WARSAW (POLAND)
Catholic News Service
March 16, 2019
By Jonathan Luxmoore
A top Polish Catholic leader, named the first bishops’ conference delegate for child protection, welcomed a church report on sexual abuse by clergy in his country and vowed efforts to combat it.
Archbishop Wojciech Polak of Gniezno spoke at a March 14 news conference launching the abuse report, compiled from dioceses and religious orders by the Polish church’s Statistics Institute and Child Protection Center. The report listed 382 cases of sexual abuse between 1990 and 2018, involving 625 minors: 58 percent boys and 42 percent girls.
“Every one of these victims should awaken pain, shame and guilt, both among clergy and in me as a leader,” said Archbishop Polak. “We can never do enough.”
The report said canonical procedures had been followed by the church in 95 percent of instances, with three-quarters of cases brought to completion.

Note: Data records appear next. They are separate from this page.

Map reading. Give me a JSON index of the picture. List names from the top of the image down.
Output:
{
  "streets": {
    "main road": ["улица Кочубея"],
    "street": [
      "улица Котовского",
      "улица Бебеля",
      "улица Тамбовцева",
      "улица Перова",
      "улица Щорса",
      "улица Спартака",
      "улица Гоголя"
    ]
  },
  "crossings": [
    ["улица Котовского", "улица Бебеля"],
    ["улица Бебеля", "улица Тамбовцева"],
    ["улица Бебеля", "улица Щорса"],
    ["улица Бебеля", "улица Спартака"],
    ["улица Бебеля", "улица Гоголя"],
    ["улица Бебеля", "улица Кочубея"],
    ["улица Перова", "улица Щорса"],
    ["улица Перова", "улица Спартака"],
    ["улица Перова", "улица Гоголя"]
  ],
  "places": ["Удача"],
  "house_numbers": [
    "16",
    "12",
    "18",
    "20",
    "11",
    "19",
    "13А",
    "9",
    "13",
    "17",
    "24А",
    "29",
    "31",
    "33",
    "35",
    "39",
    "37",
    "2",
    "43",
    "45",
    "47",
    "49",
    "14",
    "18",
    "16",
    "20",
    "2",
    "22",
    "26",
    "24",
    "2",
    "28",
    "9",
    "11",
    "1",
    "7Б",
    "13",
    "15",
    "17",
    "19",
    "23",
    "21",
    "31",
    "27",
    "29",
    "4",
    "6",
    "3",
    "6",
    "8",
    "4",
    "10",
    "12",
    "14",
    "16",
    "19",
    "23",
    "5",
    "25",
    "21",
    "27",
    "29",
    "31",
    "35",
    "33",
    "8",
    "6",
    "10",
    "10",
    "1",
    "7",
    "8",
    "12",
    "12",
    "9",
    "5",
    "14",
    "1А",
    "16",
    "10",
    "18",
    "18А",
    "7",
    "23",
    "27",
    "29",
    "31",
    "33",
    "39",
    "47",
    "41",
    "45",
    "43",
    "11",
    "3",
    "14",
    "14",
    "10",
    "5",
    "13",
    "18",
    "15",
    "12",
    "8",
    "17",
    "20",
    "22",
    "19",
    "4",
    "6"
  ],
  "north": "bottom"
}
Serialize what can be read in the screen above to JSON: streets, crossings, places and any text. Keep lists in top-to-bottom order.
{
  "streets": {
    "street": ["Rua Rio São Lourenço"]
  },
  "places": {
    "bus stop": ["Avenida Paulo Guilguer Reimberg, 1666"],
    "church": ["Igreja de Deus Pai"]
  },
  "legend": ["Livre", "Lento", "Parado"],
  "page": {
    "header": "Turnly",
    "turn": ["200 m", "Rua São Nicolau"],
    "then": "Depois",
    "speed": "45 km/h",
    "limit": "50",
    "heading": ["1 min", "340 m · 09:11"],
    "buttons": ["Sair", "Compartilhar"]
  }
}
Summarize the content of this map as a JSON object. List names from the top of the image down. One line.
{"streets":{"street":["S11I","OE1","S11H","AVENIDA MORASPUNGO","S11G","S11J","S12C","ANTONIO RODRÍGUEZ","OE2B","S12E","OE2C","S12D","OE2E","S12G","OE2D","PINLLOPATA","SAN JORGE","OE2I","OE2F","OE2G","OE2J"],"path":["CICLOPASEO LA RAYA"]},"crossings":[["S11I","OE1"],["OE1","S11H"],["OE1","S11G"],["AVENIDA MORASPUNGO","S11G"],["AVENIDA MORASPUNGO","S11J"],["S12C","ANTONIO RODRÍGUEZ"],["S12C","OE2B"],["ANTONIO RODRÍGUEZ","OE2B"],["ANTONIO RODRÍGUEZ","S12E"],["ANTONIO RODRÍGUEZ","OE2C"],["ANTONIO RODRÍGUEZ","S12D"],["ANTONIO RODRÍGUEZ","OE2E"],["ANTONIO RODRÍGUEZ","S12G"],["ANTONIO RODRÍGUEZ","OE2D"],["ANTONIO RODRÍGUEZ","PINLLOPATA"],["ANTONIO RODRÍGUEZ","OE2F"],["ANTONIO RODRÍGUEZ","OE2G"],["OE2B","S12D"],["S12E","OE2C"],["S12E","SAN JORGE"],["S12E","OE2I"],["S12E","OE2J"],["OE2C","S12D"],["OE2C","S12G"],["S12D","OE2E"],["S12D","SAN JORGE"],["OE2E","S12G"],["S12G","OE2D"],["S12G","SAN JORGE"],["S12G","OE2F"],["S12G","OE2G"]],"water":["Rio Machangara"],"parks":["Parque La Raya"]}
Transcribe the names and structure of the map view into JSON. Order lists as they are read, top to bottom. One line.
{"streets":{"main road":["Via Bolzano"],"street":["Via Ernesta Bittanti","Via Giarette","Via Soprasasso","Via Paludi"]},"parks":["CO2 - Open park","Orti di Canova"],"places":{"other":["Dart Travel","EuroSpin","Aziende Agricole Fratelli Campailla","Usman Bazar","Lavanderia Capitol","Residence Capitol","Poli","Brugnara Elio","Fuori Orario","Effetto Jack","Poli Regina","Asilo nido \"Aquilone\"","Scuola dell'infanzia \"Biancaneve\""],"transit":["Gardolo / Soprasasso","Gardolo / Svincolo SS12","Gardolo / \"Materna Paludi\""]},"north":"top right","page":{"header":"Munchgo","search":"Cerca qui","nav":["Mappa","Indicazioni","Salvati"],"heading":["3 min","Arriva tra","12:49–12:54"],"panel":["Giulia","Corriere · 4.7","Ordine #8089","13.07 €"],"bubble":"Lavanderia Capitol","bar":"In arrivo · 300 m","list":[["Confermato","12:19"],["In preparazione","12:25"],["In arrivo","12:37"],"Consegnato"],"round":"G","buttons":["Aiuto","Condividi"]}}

However, it added that only a quarter of cases had seen the defrocking of abusers; 40 percent ended in restrictions on priestly ministry.
Work transfers, suspensions and acts of penance had been ordered in 12 percent of cases, while 13 percent of cases had been discontinued and 10 percent of suspected abusers acquitted.
The report said “differences of reliability” among Polish dioceses and religious orders in responding to enquiries had necessitated “additional monitoring and data verification,” while there had been “a certain ignorance” about church rules on abuse.
Last September, Poland’s bishops responded to accusations of failure to tackle clerical abuse by setting out plans for new child protection guidelines, as well as prevention programs and data collection.